Duplicate edges in Marksweep
I was trying to test PR #310 (mainly src/util/side_metadata/sanity.rs) with marksweep when I detected random panics due to duplicate edges in both JikesRVM and OpenJDK bindings.
This is the assertion which fails:
https://github.com/mmtk/mmtk-core/blob/1fc73b360e128e3ce072538f213b4013cae91b8b/src/util/edge_logger.rs#L26
Note:
After solving this issue, we need to add CI checks for the side metadata sanity checker (under extreme_assertions and with marksweep plan)
I found a source of duplicate edges in marksweep. In the following method in MallocSpace:
pub fn trace_object<T: TransitiveClosure>(
&self,
trace: &mut T,
object: ObjectReference,
) -> ObjectReference {
if object.is_null() {
return object;
}
let address = object.to_address();
assert!(
self.in_space(object),
"Cannot mark an object {} that was not alloced by malloc.",
address,
);
if !is_marked::<VM>(object) {
set_mark_bit::<VM>(object);
trace.process_node(object);
}
object
}
multiple workers may run if !is_marked::<VM>(object) { and stop just before the set_mark_bit::<VM>(object); call.
In that case, all of them will mark the object and call process_node which will ultimately create duplicate edges.
To avoid this, we should replace the if !is_marked with something like the following pseudo-code:
loop {
if is_marked(object) {
break;
} else if cmp_exchange_mark_bit(object, old: 0, new: 1) {
trace.process_node(object);
break;
}
}
However, I'm not sure this is really what we want here.
In the current implementation, I see no reason for using atomic operations in is_marked and set_mark_bit.
Changing these to none atomic operations will still produce duplicate edges, but I don't think it can lead to concurrency bugs, because it only means we may mark some objects multiple times.
In conclusion, it seems to me that duplicate edges are probably Ok here and we can even change the atomic ops to none-atomic ones. However, I'm not 100% sure about this. @qinsoon @steveblackburn , what do you think?
Duplicate edges are fine in a normal non-copying tracing mark.
I think the best thing may be to have an option that controls for this. By default, duplicates are allowed and atomic operations are not necessary on the mark. But with the flag set, duplicates would not exist, at the cost of the atomic operations. This approach serves two purposes: 1. it makes it explicit that we expect duplicates, and why, and 2. it makes the code more general, tolerating the use case where someone can't deal with duplicates (not sure what that use case is, but there may be one, I suppose).

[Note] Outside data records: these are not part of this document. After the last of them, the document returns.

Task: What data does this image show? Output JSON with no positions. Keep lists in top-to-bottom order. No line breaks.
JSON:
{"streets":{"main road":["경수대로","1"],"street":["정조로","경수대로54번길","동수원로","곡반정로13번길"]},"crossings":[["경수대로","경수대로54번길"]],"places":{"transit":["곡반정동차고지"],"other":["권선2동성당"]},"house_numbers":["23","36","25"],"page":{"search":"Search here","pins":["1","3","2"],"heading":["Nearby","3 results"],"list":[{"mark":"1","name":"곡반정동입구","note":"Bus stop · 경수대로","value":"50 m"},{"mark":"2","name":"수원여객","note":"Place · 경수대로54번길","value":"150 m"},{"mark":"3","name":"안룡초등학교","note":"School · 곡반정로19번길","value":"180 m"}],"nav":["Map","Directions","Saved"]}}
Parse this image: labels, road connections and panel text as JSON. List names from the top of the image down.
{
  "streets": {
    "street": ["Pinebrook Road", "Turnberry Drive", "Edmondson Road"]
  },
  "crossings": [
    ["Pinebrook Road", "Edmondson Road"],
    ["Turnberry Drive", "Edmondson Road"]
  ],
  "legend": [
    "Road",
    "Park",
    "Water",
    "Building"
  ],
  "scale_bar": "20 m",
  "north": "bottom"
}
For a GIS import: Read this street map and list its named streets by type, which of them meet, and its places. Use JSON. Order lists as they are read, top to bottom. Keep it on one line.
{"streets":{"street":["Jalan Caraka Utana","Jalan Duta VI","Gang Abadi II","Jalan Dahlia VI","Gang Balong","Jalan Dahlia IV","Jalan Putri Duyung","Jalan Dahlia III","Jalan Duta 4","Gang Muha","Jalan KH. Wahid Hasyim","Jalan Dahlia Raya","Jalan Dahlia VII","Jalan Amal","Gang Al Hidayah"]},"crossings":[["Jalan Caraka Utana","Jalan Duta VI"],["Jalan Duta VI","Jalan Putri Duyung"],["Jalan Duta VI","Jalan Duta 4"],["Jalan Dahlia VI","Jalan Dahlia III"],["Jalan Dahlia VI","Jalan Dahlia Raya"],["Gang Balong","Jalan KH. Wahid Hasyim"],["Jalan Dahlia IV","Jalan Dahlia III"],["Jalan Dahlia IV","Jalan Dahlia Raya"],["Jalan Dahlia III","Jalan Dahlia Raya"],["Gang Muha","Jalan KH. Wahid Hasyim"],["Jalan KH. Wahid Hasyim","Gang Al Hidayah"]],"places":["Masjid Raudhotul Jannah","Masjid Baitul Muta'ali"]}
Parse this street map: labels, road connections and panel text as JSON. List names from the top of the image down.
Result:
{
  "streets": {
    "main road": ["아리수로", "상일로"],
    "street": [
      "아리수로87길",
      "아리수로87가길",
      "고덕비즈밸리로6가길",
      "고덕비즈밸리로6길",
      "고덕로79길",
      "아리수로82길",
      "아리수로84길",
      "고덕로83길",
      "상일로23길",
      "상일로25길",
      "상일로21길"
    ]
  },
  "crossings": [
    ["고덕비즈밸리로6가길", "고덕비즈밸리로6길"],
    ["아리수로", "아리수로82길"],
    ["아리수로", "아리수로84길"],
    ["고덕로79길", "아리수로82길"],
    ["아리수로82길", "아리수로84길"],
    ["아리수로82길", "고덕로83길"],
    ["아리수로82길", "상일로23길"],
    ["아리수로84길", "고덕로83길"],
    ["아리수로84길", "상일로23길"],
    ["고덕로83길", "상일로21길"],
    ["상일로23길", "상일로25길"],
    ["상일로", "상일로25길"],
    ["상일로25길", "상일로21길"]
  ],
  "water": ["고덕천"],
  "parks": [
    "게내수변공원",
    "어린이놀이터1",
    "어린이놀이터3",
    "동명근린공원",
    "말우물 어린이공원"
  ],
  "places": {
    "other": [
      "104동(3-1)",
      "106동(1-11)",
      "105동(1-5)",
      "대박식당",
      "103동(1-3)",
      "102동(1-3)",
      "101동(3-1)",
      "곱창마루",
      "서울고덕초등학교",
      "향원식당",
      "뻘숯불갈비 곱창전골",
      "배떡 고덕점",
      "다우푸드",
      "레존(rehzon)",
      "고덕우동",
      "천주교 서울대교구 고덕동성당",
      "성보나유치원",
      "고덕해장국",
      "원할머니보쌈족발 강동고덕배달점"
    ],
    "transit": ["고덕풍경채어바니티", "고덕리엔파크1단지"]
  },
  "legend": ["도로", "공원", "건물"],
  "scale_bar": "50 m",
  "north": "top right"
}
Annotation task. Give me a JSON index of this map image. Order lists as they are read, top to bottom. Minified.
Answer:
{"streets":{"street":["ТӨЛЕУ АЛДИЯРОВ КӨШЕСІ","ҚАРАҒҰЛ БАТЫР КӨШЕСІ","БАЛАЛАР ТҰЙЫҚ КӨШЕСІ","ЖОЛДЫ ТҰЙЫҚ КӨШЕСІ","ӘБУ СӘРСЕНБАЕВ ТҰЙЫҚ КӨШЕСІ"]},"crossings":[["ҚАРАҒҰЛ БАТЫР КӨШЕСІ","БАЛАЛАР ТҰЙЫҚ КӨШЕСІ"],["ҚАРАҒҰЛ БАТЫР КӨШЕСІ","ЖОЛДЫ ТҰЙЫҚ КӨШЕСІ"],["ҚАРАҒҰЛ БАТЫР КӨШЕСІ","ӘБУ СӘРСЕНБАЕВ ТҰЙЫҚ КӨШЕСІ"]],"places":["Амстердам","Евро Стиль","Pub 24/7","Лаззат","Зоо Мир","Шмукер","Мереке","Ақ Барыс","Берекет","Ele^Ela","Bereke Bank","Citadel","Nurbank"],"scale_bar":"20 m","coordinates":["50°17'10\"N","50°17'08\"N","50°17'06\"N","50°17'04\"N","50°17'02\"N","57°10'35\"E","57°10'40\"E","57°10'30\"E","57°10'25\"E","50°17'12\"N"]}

Currently we added a plan-specific flag may_trace_duplicate_edges. For marksweep, it is set to true, and for other plans, it is false. When a plan allows tracing duplicate edges, we simply do not run duplicate edge check for the plan. Though this is not exactly what Steve suggested, this is pretty simple and allowed us to run the binding tests with extreme assertions easily.
We allow duplicate edges for certain plans.